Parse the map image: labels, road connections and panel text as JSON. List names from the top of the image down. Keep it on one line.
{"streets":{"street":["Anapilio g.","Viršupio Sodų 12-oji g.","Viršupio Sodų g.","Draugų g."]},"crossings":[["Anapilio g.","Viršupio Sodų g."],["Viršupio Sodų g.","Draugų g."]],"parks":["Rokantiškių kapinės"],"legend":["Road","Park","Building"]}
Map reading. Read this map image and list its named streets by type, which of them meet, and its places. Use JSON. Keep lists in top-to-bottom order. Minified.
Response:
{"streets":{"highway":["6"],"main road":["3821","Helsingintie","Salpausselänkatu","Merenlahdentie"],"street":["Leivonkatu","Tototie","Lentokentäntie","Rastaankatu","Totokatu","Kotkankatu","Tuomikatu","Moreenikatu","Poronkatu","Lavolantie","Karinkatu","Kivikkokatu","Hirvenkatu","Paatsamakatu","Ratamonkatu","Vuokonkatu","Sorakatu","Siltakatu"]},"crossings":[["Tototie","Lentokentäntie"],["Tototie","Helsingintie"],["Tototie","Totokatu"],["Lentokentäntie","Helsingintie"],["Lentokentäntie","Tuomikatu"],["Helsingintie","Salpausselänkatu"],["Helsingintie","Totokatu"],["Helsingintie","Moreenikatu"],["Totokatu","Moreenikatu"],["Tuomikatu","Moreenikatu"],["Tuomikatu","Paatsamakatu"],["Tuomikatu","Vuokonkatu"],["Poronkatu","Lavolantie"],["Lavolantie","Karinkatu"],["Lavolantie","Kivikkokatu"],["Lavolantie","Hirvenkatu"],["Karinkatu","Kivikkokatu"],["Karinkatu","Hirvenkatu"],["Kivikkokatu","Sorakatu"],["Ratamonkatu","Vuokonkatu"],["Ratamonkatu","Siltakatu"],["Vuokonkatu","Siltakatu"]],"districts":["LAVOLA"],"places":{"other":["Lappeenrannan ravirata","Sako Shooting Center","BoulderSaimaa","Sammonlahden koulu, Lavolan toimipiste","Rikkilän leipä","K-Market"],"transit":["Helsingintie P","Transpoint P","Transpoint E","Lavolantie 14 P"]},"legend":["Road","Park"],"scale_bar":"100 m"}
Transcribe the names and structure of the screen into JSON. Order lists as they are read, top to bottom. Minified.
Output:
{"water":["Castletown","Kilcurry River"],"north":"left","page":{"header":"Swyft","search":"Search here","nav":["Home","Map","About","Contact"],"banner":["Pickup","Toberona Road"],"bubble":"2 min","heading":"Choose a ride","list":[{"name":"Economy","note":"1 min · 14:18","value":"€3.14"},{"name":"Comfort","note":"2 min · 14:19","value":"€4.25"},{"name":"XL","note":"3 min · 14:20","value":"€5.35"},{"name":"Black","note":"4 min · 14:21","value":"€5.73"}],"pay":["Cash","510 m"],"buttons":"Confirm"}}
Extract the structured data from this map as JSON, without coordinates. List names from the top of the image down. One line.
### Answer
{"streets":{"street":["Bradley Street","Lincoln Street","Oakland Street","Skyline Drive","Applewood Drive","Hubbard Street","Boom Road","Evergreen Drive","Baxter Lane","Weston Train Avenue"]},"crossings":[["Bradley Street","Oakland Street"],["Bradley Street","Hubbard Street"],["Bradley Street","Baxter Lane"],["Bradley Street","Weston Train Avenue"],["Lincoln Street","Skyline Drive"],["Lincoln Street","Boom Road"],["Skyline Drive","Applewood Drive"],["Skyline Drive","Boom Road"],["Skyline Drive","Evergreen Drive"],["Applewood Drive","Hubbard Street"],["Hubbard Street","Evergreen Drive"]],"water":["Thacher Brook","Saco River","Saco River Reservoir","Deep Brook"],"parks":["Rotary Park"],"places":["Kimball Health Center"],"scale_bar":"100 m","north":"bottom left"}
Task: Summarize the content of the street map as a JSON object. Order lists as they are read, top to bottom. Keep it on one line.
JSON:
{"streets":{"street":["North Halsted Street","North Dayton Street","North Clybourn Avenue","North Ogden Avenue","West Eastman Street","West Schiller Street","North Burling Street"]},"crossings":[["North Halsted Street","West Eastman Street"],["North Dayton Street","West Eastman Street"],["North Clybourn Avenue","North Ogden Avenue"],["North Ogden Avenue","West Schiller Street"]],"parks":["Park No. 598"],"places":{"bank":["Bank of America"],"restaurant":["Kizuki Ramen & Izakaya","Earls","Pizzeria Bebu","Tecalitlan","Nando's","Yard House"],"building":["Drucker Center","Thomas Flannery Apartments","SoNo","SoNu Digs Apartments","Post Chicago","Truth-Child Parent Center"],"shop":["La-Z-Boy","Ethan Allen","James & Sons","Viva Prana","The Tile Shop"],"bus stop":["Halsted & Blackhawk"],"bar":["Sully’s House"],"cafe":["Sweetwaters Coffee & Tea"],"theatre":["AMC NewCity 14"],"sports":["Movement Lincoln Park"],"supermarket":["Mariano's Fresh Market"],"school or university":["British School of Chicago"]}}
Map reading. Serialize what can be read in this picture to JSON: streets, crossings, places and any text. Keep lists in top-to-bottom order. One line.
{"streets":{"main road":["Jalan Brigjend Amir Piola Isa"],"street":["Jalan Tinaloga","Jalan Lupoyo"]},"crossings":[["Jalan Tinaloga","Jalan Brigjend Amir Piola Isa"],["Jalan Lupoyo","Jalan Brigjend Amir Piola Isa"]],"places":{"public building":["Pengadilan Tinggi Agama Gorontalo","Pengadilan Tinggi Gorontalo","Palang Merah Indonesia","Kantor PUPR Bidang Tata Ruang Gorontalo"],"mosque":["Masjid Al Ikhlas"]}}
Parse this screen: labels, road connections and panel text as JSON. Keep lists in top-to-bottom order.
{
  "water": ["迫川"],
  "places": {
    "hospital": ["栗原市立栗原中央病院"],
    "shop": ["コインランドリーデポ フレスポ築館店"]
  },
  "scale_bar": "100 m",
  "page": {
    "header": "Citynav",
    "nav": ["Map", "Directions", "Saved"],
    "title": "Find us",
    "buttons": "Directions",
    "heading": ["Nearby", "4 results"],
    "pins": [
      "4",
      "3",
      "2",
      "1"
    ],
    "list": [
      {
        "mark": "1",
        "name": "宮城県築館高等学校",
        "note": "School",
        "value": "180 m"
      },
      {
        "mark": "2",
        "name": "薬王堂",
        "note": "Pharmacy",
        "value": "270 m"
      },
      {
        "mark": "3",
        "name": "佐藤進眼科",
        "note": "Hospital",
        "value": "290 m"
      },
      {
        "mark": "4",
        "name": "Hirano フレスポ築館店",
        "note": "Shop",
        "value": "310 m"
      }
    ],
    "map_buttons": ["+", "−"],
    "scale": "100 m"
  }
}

====

The records shown above are to be copied exactly, every one of them.

### ANSWER SPACE
Parse the map image: labels, road connections and panel text as JSON. List names from the top of the image down. Keep it on one line.
{"streets":{"street":["Anapilio g.","Viršupio Sodų 12-oji g.","Viršupio Sodų g.","Draugų g."]},"crossings":[["Anapilio g.","Viršupio Sodų g."],["Viršupio Sodų g.","Draugų g."]],"parks":["Rokantiškių kapinės"],"legend":["Road","Park","Building"]}
Map reading. Read this map image and list its named streets by type, which of them meet, and its places. Use JSON. Keep lists in top-to-bottom order. Minified.
Response:
{"streets":{"highway":["6"],"main road":["3821","Helsingintie","Salpausselänkatu","Merenlahdentie"],"street":["Leivonkatu","Tototie","Lentokentäntie","Rastaankatu","Totokatu","Kotkankatu","Tuomikatu","Moreenikatu","Poronkatu","Lavolantie","Karinkatu","Kivikkokatu","Hirvenkatu","Paatsamakatu","Ratamonkatu","Vuokonkatu","Sorakatu","Siltakatu"]},"crossings":[["Tototie","Lentokentäntie"],["Tototie","Helsingintie"],["Tototie","Totokatu"],["Lentokentäntie","Helsingintie"],["Lentokentäntie","Tuomikatu"],["Helsingintie","Salpausselänkatu"],["Helsingintie","Totokatu"],["Helsingintie","Moreenikatu"],["Totokatu","Moreenikatu"],["Tuomikatu","Moreenikatu"],["Tuomikatu","Paatsamakatu"],["Tuomikatu","Vuokonkatu"],["Poronkatu","Lavolantie"],["Lavolantie","Karinkatu"],["Lavolantie","Kivikkokatu"],["Lavolantie","Hirvenkatu"],["Karinkatu","Kivikkokatu"],["Karinkatu","Hirvenkatu"],["Kivikkokatu","Sorakatu"],["Ratamonkatu","Vuokonkatu"],["Ratamonkatu","Siltakatu"],["Vuokonkatu","Siltakatu"]],"districts":["LAVOLA"],"places":{"other":["Lappeenrannan ravirata","Sako Shooting Center","BoulderSaimaa","Sammonlahden koulu, Lavolan toimipiste","Rikkilän leipä","K-Market"],"transit":["Helsingintie P","Transpoint P","Transpoint E","Lavolantie 14 P"]},"legend":["Road","Park"],"scale_bar":"100 m"}
Transcribe the names and structure of the screen into JSON. Order lists as they are read, top to bottom. Minified.
Output:
{"water":["Castletown","Kilcurry River"],"north":"left","page":{"header":"Swyft","search":"Search here","nav":["Home","Map","About","Contact"],"banner":["Pickup","Toberona Road"],"bubble":"2 min","heading":"Choose a ride","list":[{"name":"Economy","note":"1 min · 14:18","value":"€3.14"},{"name":"Comfort","note":"2 min · 14:19","value":"€4.25"},{"name":"XL","note":"3 min · 14:20","value":"€5.35"},{"name":"Black","note":"4 min · 14:21","value":"€5.73"}],"pay":["Cash","510 m"],"buttons":"Confirm"}}
Extract the structured data from this map as JSON, without coordinates. List names from the top of the image down. One line.
### Answer
{"streets":{"street":["Bradley Street","Lincoln Street","Oakland Street","Skyline Drive","Applewood Drive","Hubbard Street","Boom Road","Evergreen Drive","Baxter Lane","Weston Train Avenue"]},"crossings":[["Bradley Street","Oakland Street"],["Bradley Street","Hubbard Street"],["Bradley Street","Baxter Lane"],["Bradley Street","Weston Train Avenue"],["Lincoln Street","Skyline Drive"],["Lincoln Street","Boom Road"],["Skyline Drive","Applewood Drive"],["Skyline Drive","Boom Road"],["Skyline Drive","Evergreen Drive"],["Applewood Drive","Hubbard Street"],["Hubbard Street","Evergreen Drive"]],"water":["Thacher Brook","Saco River","Saco River Reservoir","Deep Brook"],"parks":["Rotary Park"],"places":["Kimball Health Center"],"scale_bar":"100 m","north":"bottom left"}
Task: Summarize the content of the street map as a JSON object. Order lists as they are read, top to bottom. Keep it on one line.
JSON:
{"streets":{"street":["North Halsted Street","North Dayton Street","North Clybourn Avenue","North Ogden Avenue","West Eastman Street","West Schiller Street","North Burling Street"]},"crossings":[["North Halsted Street","West Eastman Street"],["North Dayton Street","West Eastman Street"],["North Clybourn Avenue","North Ogden Avenue"],["North Ogden Avenue","West Schiller Street"]],"parks":["Park No. 598"],"places":{"bank":["Bank of America"],"restaurant":["Kizuki Ramen & Izakaya","Earls","Pizzeria Bebu","Tecalitlan","Nando's","Yard House"],"building":["Drucker Center","Thomas Flannery Apartments","SoNo","SoNu Digs Apartments","Post Chicago","Truth-Child Parent Center"],"shop":["La-Z-Boy","Ethan Allen","James & Sons","Viva Prana","The Tile Shop"],"bus stop":["Halsted & Blackhawk"],"bar":["Sully’s House"],"cafe":["Sweetwaters Coffee & Tea"],"theatre":["AMC NewCity 14"],"sports":["Movement Lincoln Park"],"supermarket":["Mariano's Fresh Market"],"school or university":["British School of Chicago"]}}
Map reading. Serialize what can be read in this picture to JSON: streets, crossings, places and any text. Keep lists in top-to-bottom order. One line.
{"streets":{"main road":["Jalan Brigjend Amir Piola Isa"],"street":["Jalan Tinaloga","Jalan Lupoyo"]},"crossings":[["Jalan Tinaloga","Jalan Brigjend Amir Piola Isa"],["Jalan Lupoyo","Jalan Brigjend Amir Piola Isa"]],"places":{"public building":["Pengadilan Tinggi Agama Gorontalo","Pengadilan Tinggi Gorontalo","Palang Merah Indonesia","Kantor PUPR Bidang Tata Ruang Gorontalo"],"mosque":["Masjid Al Ikhlas"]}}
Parse this screen: labels, road connections and panel text as JSON. Keep lists in top-to-bottom order.
{
  "water": ["迫川"],
  "places": {
    "hospital": ["栗原市立栗原中央病院"],
    "shop": ["コインランドリーデポ フレスポ築館店"]
  },
  "scale_bar": "100 m",
  "page": {
    "header": "Citynav",
    "nav": ["Map", "Directions", "Saved"],
    "title": "Find us",
    "buttons": "Directions",
    "heading": ["Nearby", "4 results"],
    "pins": [
      "4",
      "3",
      "2",
      "1"
    ],
    "list": [
      {
        "mark": "1",
        "name": "宮城県築館高等学校",
        "note": "School",
        "value": "180 m"
      },
      {
        "mark": "2",
        "name": "薬王堂",
        "note": "Pharmacy",
        "value": "270 m"
      },
      {
        "mark": "3",
        "name": "佐藤進眼科",
        "note": "Hospital",
        "value": "290 m"
      },
      {
        "mark": "4",
        "name": "Hirano フレスポ築館店",
        "note": "Shop",
        "value": "310 m"
      }
    ],
    "map_buttons": ["+", "−"],
    "scale": "100 m"
  }
}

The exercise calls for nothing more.